Joyce Chen was the staff editor at US Weekly until last week. Yesterday she wrote an essay for Paste explaining why, even though she was one of the few who was offered the opportunity to keep her job under new management, she decided to leave the magazine. If you care about how gossip works, and the difference between how stories are reported and how stories are made (up) this is required reading and an excellent companion article to the Anne Helen Petersen piece for Buzzfeed that I linked to earlier this week about why it matters that The National Enquirer and US Weekly are now sister publications – not just for accuracy about who’s f-cking who and who cheated on the other but what the quality of that kind of reporting reflects back to us about the conversations we’re having in our real lives, who we are, collectively, in our real lives.
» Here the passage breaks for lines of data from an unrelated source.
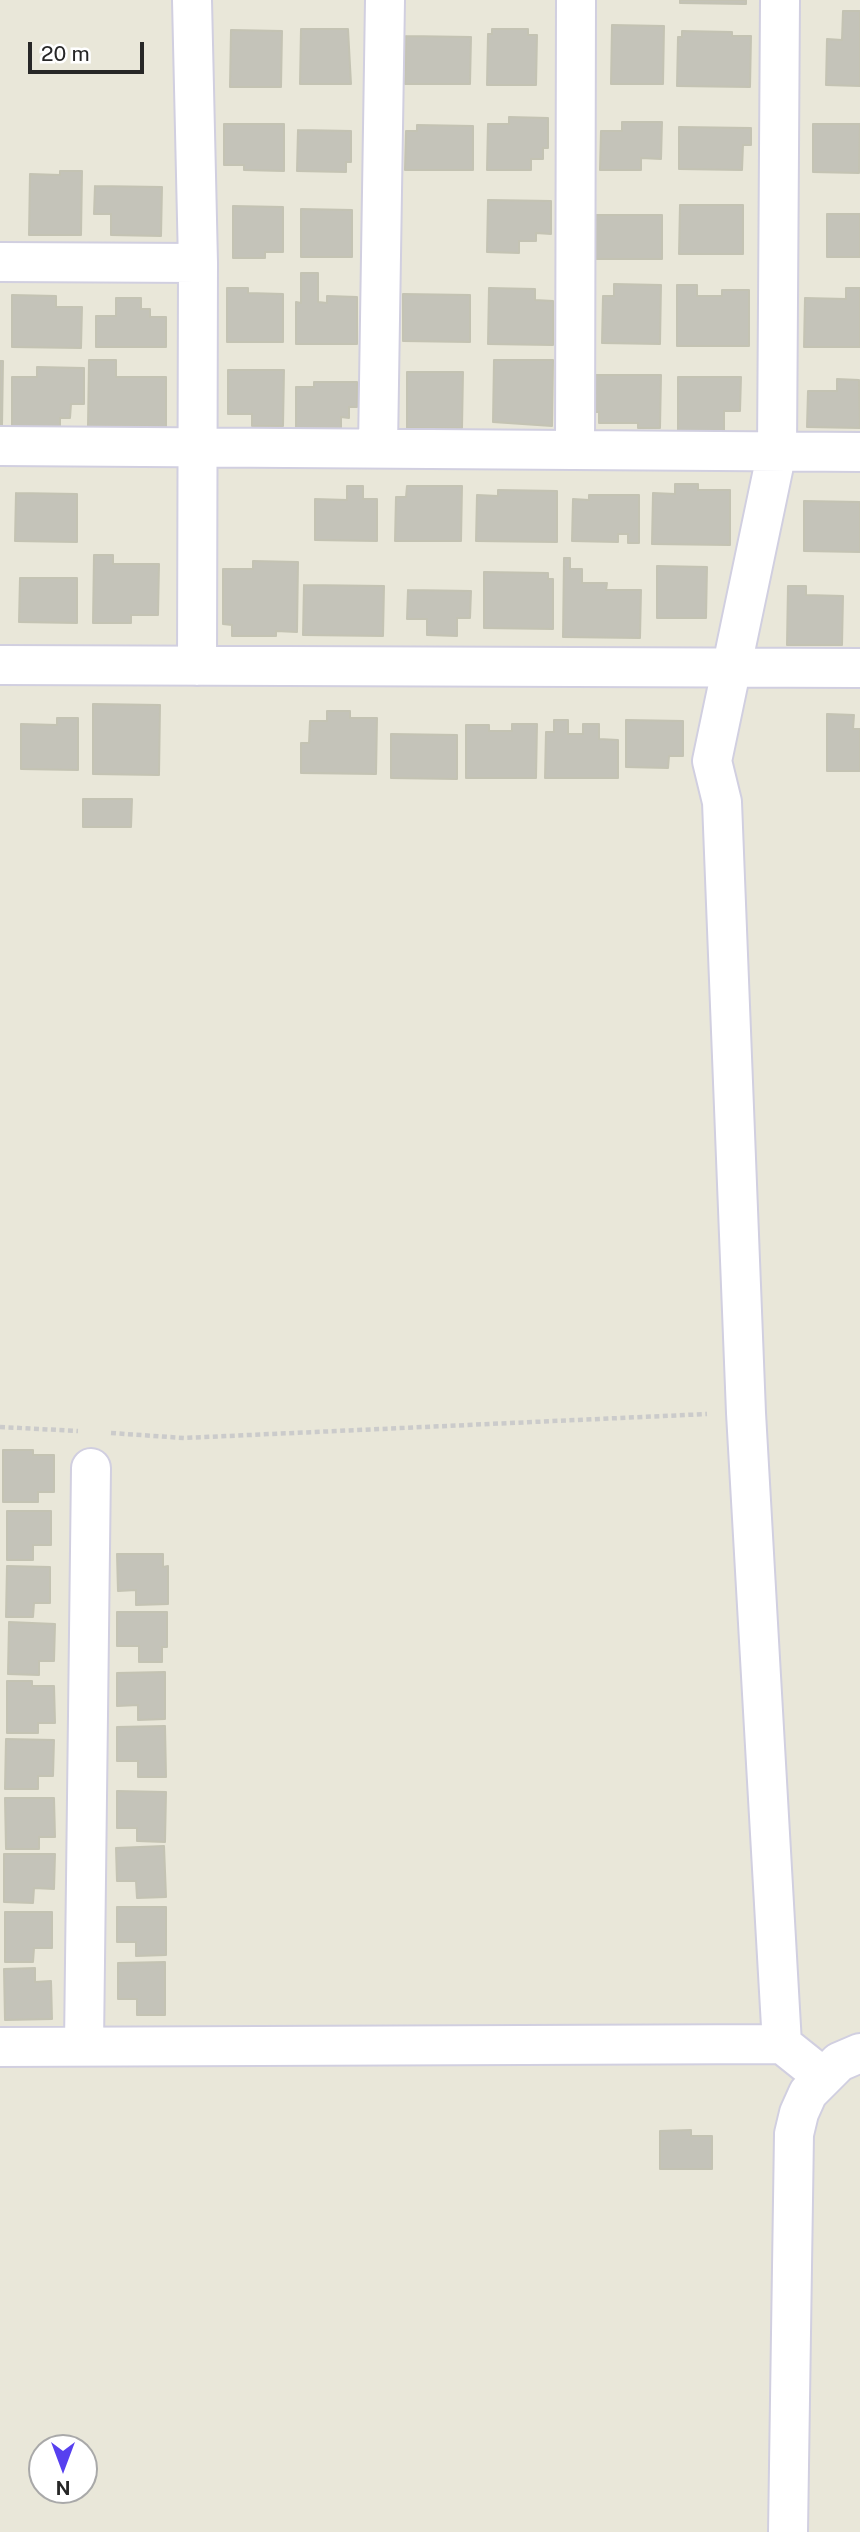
<!DOCTYPE html>
<style>
body{margin:0}
#map{position:relative;width:860px;height:2532px;overflow:hidden;background:#e9e7d9;font-family:"Public Sans",sans-serif}
canvas{display:block}
.north{position:absolute;left:28px;top:2434px;width:70px;height:70px;box-sizing:border-box;background:#fff;border:2px solid #a9a9a9;border-radius:50%;rotate:180deg;font-size:19px;font-weight:700;line-height:28px;text-align:center;color:#272727}
.north::after{content:'';display:block;margin:auto;width:24px;height:32px;background:#5740ef;clip-path:polygon(50% 0,100% 100%,50% 72%,0 100%)}
.scale{position:absolute;left:28px;top:42px;width:116px;height:32px;box-sizing:border-box;border:4px solid #272727;border-top:0;padding-left:9px;font-size:21px;line-height:24px;white-space:nowrap;color:#272727;-webkit-text-stroke:5px #fff;paint-order:stroke}
</style>
<div id="map">
<canvas width="860" height="2532"></canvas>
<div class="north">N</div>
<div class="scale">20 m</div>
</div>
<script>
const ctx = document.querySelector('canvas').getContext('2d');
ctx.lineJoin = 'round';
function fillPath(path, color) {
  ctx.fillStyle = color;
  ctx.fill(path, 'evenodd');
}
function toPath(rows) {
  const path = new Path2D();
  for (const r of rows) {
    path.moveTo(r[0], r[1]);
    for (let i = 2; i < r.length; i += 2) path.lineTo(r[i], r[i + 1]);
  }
  return path;
}
function strokePath(path, color, width, dash) {
  ctx.strokeStyle = color;
  ctx.lineWidth = width;
  ctx.lineCap = dash ? 'butt' : 'round';
  ctx.setLineDash(dash || []);
  ctx.stroke(path);
}
const building = toPath([
 [680,0,746,0,746,4,680,3,680,0],
 [843,11,860,11,860,86,826,85,827,39,842,40,843,11],
 [612,25,664,26,663,84,611,84,612,25],
 [301,29,348,29,351,84,300,84,301,29],
 [492,29,528,29,528,35,537,35,536,85,487,85,488,34,492,34,492,29],
 [231,30,282,31,281,87,230,87,231,30],
 [682,31,732,32,732,36,751,36,750,87,677,86,678,37,682,37,682,31],
 [406,36,471,37,470,84,405,84,406,36],
 [509,117,548,118,548,148,543,148,543,159,531,159,531,170,487,170,488,124,509,124,509,117],
 [622,122,662,122,661,159,641,158,641,170,600,170,601,131,622,131,622,122],
 [224,124,284,124,284,171,244,170,244,165,224,165,224,124],
 [813,124,860,124,859,173,813,172,813,124],
 [417,125,473,126,473,170,405,170,406,131,417,131,417,125],
 [679,127,751,128,751,145,743,145,742,170,679,169,679,127],
 [298,130,351,131,351,162,346,162,346,172,297,171,298,130],
 [60,171,82,171,81,235,29,235,30,174,60,175,60,171],
 [95,186,162,187,161,236,111,235,111,214,94,214,95,186],
 [488,200,551,201,551,234,536,233,536,241,519,241,519,253,487,252,488,200],
 [680,205,743,205,743,254,679,254,680,205],
 [233,206,283,207,283,252,265,252,265,258,233,258,233,206],
 [301,209,352,210,352,257,301,257,301,209],
 [827,214,860,214,860,257,827,257,827,214],
 [596,215,662,215,662,259,596,259,596,215],
 [301,273,318,273,318,302,327,303,327,296,357,297,357,344,296,344,296,302,301,303,301,273],
 [614,284,661,285,660,344,602,343,603,296,614,296,614,284],
 [677,285,697,285,697,296,722,296,722,290,749,290,749,346,677,346,677,285],
 [227,288,248,288,248,293,283,294,283,342,227,342,227,288],
 [489,288,535,289,535,300,553,301,553,345,488,344,489,288],
 [846,288,860,288,860,347,804,347,805,298,846,299,846,288],
 [403,294,470,295,470,342,403,341,403,294],
 [12,295,56,296,56,307,82,307,81,348,12,347,12,295],
 [116,298,141,298,141,309,150,309,150,317,166,317,166,347,96,347,96,316,116,316,116,298],
 [89,360,116,360,116,377,166,377,166,427,88,426,89,360],
 [494,360,553,360,552,426,493,422,494,360],
 [0,361,3,361,2,426,0,426,0,361],
 [37,367,84,368,84,404,71,404,70,418,60,418,60,426,12,426,12,377,37,377,37,367],
 [228,370,284,370,283,426,252,426,252,414,228,414,228,370],
 [407,372,463,372,462,428,407,428,407,372],
 [592,375,661,375,660,428,638,428,638,423,599,423,599,412,592,412,592,375],
 [678,377,741,377,740,411,724,411,724,432,678,431,678,377],
 [837,379,859,380,860,428,807,427,808,391,837,391,837,379],
 [314,382,357,382,357,407,349,407,349,418,341,417,341,428,296,428,296,387,314,387,314,382],
 [675,484,698,484,698,490,730,490,730,545,652,544,653,493,675,494,675,484],
 [347,486,363,486,363,499,377,499,377,541,315,540,315,499,347,500,347,486],
 [407,486,462,486,461,541,395,541,396,497,406,497,407,486],
 [498,490,557,491,557,542,476,541,477,495,498,496,498,490],
 [16,493,77,494,77,542,15,541,16,493],
 [589,495,639,495,639,543,628,543,628,534,618,534,618,542,572,541,573,499,589,500,589,495],
 [804,501,860,502,860,552,804,551,804,501],
 [94,555,113,555,113,564,159,564,158,615,131,615,131,623,93,623,94,555],
 [564,558,570,558,570,569,582,569,582,583,607,583,606,590,641,590,640,638,563,637,564,558],
 [253,561,298,562,297,632,276,631,276,636,232,636,232,625,223,624,223,569,253,569,253,561],
 [657,566,707,567,706,618,657,618,657,566],
 [484,572,548,573,548,579,553,579,553,629,484,628,484,572],
 [20,578,77,578,77,623,19,622,20,578],
 [304,585,384,586,383,636,303,635,304,585],
 [788,586,806,586,806,595,843,596,842,645,787,645,788,586],
 [408,590,471,591,470,618,457,618,457,636,427,635,427,619,407,619,408,590],
 [93,704,160,705,159,775,93,774,93,704],
 [327,711,350,711,350,718,377,718,376,774,301,773,301,743,309,743,310,721,327,721,327,711],
 [827,714,854,715,853,729,860,729,860,771,827,771,827,714],
 [57,718,78,718,78,770,21,769,21,724,57,725,57,718],
 [554,720,568,720,568,734,583,734,583,724,599,724,599,739,618,740,618,778,545,778,546,732,554,732,554,720],
 [626,720,683,721,683,756,669,756,668,768,626,767,626,720],
 [512,724,537,724,536,778,466,778,466,725,489,725,489,731,512,731,512,724],
 [391,734,457,735,457,779,391,778,391,734],
 [83,799,132,799,131,827,83,827,83,799],
 [3,1450,33,1450,33,1455,54,1455,54,1492,38,1492,38,1502,3,1502,3,1450],
 [7,1511,51,1511,51,1545,33,1545,33,1560,7,1560,7,1511],
 [117,1554,163,1554,163,1567,168,1566,168,1604,136,1605,136,1590,118,1591,117,1554],
 [7,1566,50,1567,50,1603,34,1603,33,1617,6,1617,7,1566],
 [117,1612,167,1612,167,1647,162,1647,162,1662,139,1662,139,1646,117,1646,117,1612],
 [9,1622,55,1624,54,1661,39,1661,39,1675,8,1674,9,1622],
 [165,1672,165,1719,138,1720,138,1705,117,1706,117,1673,165,1672],
 [7,1681,32,1681,32,1686,54,1686,55,1723,38,1723,38,1733,7,1733,7,1681],
 [165,1726,166,1777,138,1777,138,1761,117,1761,117,1727,165,1726],
 [6,1739,54,1740,53,1776,38,1776,38,1789,5,1789,6,1739],
 [117,1791,166,1792,165,1842,137,1841,137,1828,117,1828,117,1791],
 [5,1798,54,1798,55,1837,39,1837,39,1849,6,1849,5,1798],
 [164,1846,166,1897,137,1898,136,1881,117,1881,116,1848,164,1846],
 [4,1854,55,1854,54,1889,34,1888,33,1903,4,1902,4,1854],
 [117,1907,166,1907,166,1955,136,1956,136,1942,117,1942,117,1907],
 [5,1912,52,1912,52,1948,34,1948,33,1962,5,1962,5,1912],
 [165,1962,165,2015,137,2015,137,1999,118,1999,118,1963,165,1962],
 [35,1968,35,1982,51,1981,52,2019,5,2020,4,1969,35,1968],
 [691,2130,691,2136,712,2136,712,2169,660,2169,660,2131,691,2130]
]);
const path = toPath([
 [0,1427,78,1431],
 [111,1433,184,1438,707,1414]
]);
const minor = toPath([
 [192,0,198,263,197,666],
 [780,0,777,451,712,761,722,802,746,1413,782,2044],
 [0,262,198,263],
 [0,446,860,452],
 [378,447,385,0],
 [575,450,576,0],
 [0,665,860,668],
 [84,2044,91,1468],
 [0,2047,782,2044,822,2076]
]);
const tertiary = toPath([
 [788,2532,794,2134,799,2113,808,2093,839,2062,860,2053]
]);
fillPath(building, '#c4c3b9');
strokePath(building, '#c4c3b3', 2);
strokePath(minor, '#d1cfe0', 42);
strokePath(tertiary, '#d1cfe0', 42);
strokePath(path, '#cbcbcb', 4.5, [5, 3.5]);
strokePath(minor, '#fff', 38);
strokePath(tertiary, '#fff', 38);
</script>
As Dylan Howard, who’s been running The National Enquirer since 2013 and who has since taken over at US weekly, told Anne Helen Petersen, the focus now is about “servicing” the gossip consumer – basically about giving them what they want. So it all comes back to that phrase that Duana taught me all those years ago, the one I drop over and over again on this site: in writing and in reporting, you give them what they need, and not what they want.
Dylan Howard’s prioritising of “servicing” the readers is in direct opposition to that tenet. The National Enquirer gives them what they WANT, not what they NEED. And US Weekly? Going forward, and starting from this new Brange cover story, US Weekly might now be more fan fiction than good gossip.